HelpGuide.org’s recent article “Helping Someone With BPD While Taking Care Of Yourself” observes: “The destructive and harmful behaviors are a reaction to deep emotional pain. They’re not about you. The behavior is motivated by the desire to stop the pain; It’s rarely deliberate. Learning about BPD won’t automatically solve your relationship problems, but it will help you understand what you’re dealing with and handle difficulties in more constructive ways.”

With knowledge, we can detect symptoms. Among them, M.J. Clausen, in his 2014 article, “How to Spot Someone With BPD”, offers nine tips:

1. Sufferers often see the world in black and white, with everything, including you, being either all good or all bad.

2. They’re unclear about their identity, frequently changing their physical appearance, interests, careers.

3. Handling abandonment, real or imagined, is difficult or impossible.

4. They engage in masochistic or suicidal thoughts and actions.

5. They react to situations in extremes with intense emotions, often raging over things that normally would be regarded as mundane.

6. There can be constant feelings of emptiness or unimportance.

7. Anger is the dominant outwardly-expressed emotion.

8. Their dominant and enduring perception of other people is that the others are being hostile in their thinking, talking, and actions toward them.

9. They embrace impulsive, dangerous, potentially self-harmful actions and habits.

OK, now that we’re alerted to the signs and symptoms of BPD, such as the many cited above plus more, the common-sense next step is to become good at handling it, by learning about it.

Fortunately, The Internet offers a wealth of knowledge; just Google various combinations of the key words.

Then, the next question, of course, is “How can we deal with it?”

HelpGuide.Org and other resources advise approaches that go something like this:

First, take care of yourself. A sick, depressed, BPD-afflicted you can’t help the sufferer very much. Besides the obvious medical, nutrition, and exercise routines, give yourself a life. Get around, participate, inter-act with friends, be your own person fully. Learn to manage stress, including how to keep your cool when Sufferer is having “an incident” — far from easy, but at least partially do-able.
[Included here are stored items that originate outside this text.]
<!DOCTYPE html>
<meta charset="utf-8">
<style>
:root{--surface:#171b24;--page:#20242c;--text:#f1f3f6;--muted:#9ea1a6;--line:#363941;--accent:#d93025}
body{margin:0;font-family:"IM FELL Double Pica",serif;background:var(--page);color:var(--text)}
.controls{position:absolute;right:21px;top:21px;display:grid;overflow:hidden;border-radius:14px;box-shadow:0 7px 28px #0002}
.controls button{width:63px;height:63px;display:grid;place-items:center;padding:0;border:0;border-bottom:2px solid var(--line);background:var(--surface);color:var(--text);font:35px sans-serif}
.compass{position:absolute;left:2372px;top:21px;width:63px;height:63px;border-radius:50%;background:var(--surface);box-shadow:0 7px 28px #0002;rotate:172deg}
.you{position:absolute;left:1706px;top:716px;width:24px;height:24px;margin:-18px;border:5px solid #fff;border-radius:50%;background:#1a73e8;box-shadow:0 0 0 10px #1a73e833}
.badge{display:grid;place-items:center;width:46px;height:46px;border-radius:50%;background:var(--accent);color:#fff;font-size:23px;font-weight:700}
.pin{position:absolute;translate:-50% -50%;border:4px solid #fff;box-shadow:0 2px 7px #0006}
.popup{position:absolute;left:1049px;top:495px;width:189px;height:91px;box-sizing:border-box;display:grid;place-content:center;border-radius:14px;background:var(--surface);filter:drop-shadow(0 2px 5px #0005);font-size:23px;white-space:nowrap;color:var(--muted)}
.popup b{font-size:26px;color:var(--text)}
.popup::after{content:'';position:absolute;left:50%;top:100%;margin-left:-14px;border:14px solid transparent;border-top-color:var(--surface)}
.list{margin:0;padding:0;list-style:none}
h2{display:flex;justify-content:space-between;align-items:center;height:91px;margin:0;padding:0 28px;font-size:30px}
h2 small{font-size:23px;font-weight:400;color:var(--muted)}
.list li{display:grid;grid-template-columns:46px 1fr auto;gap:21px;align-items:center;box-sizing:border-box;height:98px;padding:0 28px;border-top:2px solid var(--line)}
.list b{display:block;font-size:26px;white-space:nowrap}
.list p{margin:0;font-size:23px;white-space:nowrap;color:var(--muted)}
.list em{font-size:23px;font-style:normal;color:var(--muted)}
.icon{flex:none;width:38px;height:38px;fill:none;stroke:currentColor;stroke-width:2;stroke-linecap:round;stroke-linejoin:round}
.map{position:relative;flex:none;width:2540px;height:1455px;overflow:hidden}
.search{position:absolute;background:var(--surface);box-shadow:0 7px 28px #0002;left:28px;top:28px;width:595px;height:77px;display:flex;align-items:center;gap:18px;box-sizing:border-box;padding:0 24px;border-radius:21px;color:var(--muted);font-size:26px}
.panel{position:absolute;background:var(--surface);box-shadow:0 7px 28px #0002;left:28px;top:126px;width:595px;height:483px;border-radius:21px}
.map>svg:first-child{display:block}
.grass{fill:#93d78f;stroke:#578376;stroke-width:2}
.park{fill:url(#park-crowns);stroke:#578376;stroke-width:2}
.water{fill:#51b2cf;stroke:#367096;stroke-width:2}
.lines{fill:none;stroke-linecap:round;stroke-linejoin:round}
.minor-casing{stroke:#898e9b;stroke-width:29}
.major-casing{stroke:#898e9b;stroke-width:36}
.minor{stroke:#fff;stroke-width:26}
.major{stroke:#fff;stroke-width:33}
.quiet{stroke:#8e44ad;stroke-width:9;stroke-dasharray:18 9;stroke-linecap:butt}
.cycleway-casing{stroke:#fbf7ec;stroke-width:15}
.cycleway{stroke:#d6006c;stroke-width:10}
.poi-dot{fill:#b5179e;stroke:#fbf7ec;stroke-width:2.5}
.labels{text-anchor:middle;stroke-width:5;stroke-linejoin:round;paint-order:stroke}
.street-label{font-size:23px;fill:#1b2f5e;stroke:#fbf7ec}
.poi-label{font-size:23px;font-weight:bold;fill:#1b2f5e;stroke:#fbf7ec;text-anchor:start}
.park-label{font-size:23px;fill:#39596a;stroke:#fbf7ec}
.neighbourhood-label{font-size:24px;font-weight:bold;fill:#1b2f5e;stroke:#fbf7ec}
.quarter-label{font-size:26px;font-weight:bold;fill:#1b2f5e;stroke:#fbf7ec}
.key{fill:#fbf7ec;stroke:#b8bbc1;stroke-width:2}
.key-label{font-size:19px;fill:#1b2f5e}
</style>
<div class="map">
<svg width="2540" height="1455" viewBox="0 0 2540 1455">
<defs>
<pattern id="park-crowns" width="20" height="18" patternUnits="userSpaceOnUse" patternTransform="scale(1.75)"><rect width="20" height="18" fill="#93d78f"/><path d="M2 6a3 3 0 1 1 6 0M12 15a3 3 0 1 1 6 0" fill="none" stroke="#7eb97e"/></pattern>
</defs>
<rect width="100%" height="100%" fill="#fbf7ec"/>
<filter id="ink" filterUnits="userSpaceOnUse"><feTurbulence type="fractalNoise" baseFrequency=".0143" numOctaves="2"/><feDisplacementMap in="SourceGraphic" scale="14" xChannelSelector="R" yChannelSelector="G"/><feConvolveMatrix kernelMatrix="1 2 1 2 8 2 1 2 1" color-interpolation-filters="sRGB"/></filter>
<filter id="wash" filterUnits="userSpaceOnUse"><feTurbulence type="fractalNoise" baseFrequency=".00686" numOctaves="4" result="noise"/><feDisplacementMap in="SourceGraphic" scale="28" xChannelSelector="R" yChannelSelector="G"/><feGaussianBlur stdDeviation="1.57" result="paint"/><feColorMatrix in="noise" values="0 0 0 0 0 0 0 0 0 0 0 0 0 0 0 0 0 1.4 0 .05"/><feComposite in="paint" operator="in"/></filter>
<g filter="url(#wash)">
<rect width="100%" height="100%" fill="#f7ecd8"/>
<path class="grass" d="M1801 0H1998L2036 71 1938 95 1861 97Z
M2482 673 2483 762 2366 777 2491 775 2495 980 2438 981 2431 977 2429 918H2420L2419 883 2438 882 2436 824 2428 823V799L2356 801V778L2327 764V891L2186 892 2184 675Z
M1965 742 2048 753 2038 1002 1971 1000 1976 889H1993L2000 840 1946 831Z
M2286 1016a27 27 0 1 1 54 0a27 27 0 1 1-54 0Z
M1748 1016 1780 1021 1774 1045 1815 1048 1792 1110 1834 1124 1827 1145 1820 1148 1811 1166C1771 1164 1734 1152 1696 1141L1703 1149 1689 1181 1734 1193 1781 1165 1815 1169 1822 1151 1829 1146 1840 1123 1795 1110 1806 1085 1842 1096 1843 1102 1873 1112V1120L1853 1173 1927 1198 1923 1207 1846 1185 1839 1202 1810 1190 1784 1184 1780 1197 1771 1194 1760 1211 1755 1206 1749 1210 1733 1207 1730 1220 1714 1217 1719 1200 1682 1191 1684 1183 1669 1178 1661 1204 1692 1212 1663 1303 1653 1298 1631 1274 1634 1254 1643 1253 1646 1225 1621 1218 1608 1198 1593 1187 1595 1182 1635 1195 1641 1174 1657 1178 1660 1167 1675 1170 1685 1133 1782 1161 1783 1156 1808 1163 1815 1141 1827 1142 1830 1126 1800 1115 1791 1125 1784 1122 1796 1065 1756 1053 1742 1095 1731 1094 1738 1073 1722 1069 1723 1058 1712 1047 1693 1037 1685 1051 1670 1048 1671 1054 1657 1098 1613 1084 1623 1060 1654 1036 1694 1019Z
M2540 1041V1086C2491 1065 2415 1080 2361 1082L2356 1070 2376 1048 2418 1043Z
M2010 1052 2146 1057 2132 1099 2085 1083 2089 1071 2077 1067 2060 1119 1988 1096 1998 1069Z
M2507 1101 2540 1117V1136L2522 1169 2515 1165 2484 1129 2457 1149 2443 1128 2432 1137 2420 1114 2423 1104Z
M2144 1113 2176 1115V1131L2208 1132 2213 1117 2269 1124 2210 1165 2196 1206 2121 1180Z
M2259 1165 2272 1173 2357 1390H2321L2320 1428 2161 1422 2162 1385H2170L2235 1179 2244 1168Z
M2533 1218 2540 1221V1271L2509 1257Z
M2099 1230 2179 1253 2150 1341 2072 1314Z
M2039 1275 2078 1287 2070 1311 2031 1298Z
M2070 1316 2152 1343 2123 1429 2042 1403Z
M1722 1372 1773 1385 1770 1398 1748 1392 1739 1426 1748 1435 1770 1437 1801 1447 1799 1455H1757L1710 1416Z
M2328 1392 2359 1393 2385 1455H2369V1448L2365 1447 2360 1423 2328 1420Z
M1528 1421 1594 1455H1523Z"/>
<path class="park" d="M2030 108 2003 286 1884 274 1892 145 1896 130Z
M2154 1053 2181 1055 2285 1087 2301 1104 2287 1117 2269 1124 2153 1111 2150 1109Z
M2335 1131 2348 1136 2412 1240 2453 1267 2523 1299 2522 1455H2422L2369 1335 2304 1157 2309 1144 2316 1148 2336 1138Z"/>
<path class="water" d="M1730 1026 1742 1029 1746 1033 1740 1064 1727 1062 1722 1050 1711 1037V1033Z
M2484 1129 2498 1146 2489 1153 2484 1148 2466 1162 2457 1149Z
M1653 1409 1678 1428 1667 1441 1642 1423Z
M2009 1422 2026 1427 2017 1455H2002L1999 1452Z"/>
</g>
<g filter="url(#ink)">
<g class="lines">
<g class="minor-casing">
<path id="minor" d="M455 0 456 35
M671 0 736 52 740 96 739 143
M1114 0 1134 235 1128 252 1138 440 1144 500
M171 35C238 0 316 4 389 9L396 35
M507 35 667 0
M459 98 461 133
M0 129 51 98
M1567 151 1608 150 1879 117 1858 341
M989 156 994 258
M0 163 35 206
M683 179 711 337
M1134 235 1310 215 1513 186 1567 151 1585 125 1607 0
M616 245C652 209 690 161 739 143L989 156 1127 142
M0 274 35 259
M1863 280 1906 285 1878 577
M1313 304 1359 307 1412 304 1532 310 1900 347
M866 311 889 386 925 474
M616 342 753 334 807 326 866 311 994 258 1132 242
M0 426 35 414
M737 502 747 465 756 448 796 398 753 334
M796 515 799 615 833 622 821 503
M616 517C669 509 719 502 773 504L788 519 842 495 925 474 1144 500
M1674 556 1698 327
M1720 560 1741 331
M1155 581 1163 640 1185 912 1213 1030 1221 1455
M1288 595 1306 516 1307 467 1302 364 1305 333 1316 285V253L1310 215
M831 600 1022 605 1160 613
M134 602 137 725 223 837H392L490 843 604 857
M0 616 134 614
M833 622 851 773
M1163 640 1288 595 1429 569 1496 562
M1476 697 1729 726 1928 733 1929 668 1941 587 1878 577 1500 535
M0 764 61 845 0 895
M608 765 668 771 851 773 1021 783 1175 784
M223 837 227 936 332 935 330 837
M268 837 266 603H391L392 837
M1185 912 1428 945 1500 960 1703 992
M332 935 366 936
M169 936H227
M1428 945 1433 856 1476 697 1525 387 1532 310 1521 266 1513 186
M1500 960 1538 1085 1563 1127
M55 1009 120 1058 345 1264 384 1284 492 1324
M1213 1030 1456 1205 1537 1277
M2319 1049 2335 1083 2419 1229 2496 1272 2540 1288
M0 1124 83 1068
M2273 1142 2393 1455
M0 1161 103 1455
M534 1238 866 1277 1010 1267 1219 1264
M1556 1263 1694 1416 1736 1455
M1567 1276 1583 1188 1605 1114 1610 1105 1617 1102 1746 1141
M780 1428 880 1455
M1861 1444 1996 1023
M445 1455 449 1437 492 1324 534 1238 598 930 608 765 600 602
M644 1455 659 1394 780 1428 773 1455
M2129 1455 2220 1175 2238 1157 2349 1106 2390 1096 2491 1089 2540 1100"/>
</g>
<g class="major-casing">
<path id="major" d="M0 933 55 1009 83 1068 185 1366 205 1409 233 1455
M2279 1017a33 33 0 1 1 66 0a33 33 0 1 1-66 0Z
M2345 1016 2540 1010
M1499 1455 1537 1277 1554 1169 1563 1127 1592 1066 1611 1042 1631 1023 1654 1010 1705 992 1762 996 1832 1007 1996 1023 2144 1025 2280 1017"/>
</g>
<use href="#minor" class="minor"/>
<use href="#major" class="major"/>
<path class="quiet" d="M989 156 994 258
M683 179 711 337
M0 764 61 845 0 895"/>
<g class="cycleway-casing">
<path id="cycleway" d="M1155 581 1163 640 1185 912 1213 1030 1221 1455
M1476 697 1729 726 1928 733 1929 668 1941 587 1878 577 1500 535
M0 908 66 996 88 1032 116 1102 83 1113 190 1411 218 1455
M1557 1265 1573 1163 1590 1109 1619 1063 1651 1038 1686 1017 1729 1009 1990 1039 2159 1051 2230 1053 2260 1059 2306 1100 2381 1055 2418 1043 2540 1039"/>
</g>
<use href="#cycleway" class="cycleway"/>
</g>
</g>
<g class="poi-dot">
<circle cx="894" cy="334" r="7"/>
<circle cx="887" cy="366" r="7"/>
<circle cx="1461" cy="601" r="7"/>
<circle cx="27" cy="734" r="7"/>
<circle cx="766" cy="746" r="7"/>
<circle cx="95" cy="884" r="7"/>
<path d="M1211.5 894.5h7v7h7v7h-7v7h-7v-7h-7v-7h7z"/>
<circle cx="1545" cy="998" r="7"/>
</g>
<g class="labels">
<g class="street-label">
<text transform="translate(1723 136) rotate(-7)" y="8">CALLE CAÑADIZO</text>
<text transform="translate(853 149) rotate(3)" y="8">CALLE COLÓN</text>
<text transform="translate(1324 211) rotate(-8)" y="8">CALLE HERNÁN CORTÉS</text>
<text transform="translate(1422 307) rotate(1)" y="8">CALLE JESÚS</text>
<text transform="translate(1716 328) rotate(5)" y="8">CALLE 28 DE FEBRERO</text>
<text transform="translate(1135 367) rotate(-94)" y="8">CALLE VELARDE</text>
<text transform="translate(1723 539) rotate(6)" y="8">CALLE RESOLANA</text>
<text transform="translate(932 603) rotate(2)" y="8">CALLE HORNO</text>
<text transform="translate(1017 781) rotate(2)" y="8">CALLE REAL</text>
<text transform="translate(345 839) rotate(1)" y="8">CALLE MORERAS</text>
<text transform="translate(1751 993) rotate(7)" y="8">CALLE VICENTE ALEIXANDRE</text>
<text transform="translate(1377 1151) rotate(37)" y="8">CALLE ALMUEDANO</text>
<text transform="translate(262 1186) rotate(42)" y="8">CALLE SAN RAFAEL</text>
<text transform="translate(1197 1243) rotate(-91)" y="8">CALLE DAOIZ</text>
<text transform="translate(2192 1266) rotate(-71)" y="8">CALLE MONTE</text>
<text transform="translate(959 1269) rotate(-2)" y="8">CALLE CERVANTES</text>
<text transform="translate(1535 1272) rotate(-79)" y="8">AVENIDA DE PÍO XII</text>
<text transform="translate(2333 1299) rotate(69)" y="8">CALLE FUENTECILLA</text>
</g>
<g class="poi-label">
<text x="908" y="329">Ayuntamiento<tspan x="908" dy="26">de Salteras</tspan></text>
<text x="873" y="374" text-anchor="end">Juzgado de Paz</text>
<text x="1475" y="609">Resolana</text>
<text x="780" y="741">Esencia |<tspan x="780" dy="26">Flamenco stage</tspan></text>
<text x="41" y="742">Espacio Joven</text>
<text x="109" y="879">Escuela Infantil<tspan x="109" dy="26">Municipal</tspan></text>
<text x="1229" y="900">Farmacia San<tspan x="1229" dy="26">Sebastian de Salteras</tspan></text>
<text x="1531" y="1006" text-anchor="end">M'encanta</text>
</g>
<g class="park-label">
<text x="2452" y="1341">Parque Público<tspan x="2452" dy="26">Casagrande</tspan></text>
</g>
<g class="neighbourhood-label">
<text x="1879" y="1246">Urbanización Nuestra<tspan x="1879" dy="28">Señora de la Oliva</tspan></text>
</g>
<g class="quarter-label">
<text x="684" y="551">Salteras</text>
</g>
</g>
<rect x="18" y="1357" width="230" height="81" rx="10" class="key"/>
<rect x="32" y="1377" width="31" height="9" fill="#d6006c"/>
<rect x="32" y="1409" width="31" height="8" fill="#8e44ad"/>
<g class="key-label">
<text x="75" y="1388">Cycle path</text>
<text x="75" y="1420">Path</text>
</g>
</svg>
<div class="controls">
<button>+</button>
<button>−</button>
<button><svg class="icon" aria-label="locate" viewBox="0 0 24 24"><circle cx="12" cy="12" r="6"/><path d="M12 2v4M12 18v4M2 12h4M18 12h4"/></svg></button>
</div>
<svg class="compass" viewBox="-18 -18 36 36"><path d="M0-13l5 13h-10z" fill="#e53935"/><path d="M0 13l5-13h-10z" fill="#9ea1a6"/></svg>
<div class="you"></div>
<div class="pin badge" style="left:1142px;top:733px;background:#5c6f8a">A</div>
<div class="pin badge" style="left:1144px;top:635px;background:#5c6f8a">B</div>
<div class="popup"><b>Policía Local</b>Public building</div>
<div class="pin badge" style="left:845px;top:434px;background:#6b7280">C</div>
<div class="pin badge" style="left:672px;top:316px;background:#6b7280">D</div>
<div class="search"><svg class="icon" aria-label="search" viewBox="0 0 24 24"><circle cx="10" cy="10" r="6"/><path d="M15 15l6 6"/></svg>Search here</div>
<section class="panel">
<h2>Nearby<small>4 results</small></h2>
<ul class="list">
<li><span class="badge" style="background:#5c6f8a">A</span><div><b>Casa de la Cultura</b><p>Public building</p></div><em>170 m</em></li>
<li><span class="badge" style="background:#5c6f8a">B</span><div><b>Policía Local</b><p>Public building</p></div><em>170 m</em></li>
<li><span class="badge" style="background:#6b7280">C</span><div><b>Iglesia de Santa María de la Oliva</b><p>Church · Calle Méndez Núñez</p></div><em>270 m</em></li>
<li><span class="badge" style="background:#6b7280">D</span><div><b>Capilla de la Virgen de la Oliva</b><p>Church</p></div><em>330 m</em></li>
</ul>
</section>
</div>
Second, get smart about communicating and inter-acting with sufferer. Remember, no matter what sufferer says or does, it’s not your fault, Sufferers are reacting to their own emotional pain and defending against perceived abandonment and assaults on their egos. Arguing, rebutting, criticizing, doubting, raising abrasive issues, finding fault, all detonate explosions. Try to steer the focus to calmer, gentler subjects, or wait until things calm down. Then:

▪ Listen actively and be sympathetic.

▪ Focus on the emotions, not the words.

▪ Help Sufferer to feel understood and is being listened to.

▪ Keep your cool, and change the direction of the conversation when Sufferer begins to lose his or hers.

Concurrently, set healthy boundaries — rules of behavior — navigation beacons. For example:

▪ No smoking in the house.

▪ When the insults and nasty language begin to fly, the conversation’s automatically suspended.

▪ Insist on maintaining your friendships and interests, regardless of Sufferer’s insistence that you spurn them.

The boundaries must be enforced, to prevent sufferer from steamrolling over them — and over you. As in “tough love,” it’ll be tough and things can get worse for a while, before the comfort zones that the boundaries create begin to help. But when they do, you’ll both do better.

Of course, be vigilant for signs of self-destructive activities, including suicidal ones. And be emotionally and logistically prepared for emergencies that might result.

Community and professional help of many kinds awaits Sufferer’s willingness to embrace them. Maybe we can -- oh, so gently -- encourage that.

Whatever we can do can make things better, even if only a little bit. But it’s critical to do it right, and to be infinitely patient, right?

Oh! By the way, have we yet realized that we, ourselves, can be unaware and involuntarily-afflicted BPD victims? And our loved ones can be the impacted ones?